Thursday, July 21, 2011

Things With Strings: Banjo

It sat in the spare room upstairs at my Grandma Alexander's house. The old banjo once belonged to Dad's Uncle Otto, Grandpa's brother. It was a Stewart, vintage 1916, that he likely bought through a mail-order catalog. Uncle Otto used to play for house parties and dance bands in the small towns and rural hamlets of west central Ohio nearly a century ago. But by the 1960s, he was gone, and it just laid there, with no strings, no skin stretched over the body, and no tuning pegs. And it seemed to a little shaver like me to be bigger than life, not to mention heavier. This did not stop the imagination from going to work, as I would pretend to play it.

My sister Mary inherited the old banjo in the mid-1970s. By the time we both got out of college later in the decade, she had learned to play reasonably well, and put it aside in exchange for a Gibson bluegrass model. It was passed on to me.

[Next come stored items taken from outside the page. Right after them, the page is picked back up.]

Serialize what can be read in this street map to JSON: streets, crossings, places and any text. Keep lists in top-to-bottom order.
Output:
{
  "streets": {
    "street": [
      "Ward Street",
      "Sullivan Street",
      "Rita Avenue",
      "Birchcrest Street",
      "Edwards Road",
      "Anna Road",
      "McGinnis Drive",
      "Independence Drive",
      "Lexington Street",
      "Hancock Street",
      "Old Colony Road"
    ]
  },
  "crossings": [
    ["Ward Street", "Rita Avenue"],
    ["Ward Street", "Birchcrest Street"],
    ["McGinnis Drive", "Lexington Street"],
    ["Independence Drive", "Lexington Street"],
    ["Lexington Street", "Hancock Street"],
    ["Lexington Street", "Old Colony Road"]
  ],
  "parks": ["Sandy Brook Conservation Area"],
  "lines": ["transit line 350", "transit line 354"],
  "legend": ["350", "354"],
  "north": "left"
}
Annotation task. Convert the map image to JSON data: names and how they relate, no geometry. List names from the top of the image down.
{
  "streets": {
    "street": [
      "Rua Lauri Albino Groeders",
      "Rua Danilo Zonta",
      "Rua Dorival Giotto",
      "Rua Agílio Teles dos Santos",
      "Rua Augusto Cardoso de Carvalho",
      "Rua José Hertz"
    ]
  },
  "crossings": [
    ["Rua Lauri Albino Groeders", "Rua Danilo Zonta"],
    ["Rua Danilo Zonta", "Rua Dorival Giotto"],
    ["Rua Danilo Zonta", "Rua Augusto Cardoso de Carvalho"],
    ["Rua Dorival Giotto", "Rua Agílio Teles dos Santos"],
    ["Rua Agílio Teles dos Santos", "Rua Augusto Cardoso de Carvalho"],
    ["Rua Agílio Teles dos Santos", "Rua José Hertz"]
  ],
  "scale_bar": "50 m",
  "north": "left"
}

I made a few improvements over an earlier and (in my estimation) poorer attempt at restoration, and I've been pretending on it ever since.

This picture above on the left is from September of 1982, from a former life, when I played at my own wedding reception.

They say that bluegrass music is the ugly stepchild of the country music world. If that is true, then the old-time mountain style of music is the ugly stepchild of bluegrass.

Most people think of bluegrass as a traditional form, what Alan Lomax once dubbed "folk music in overdrive." The reality is that it is a fairly recent phenomenon, dating back only to the 1940s. Old-time music grew around the back porches and barn dances in the hills and hollows of Appalachia. Bluegrass music grew around the microphone with the tight harmonies of the "high lonesome sound." The rhythm, the cadence of mountain music is different, slower, more jaunty. This as opposed to the speed-driven, jazzy style associated with bluegrass. Many cannot tell the difference between the two, including well-intentioned bluegrass bands which try to play for square dances. But there is a difference.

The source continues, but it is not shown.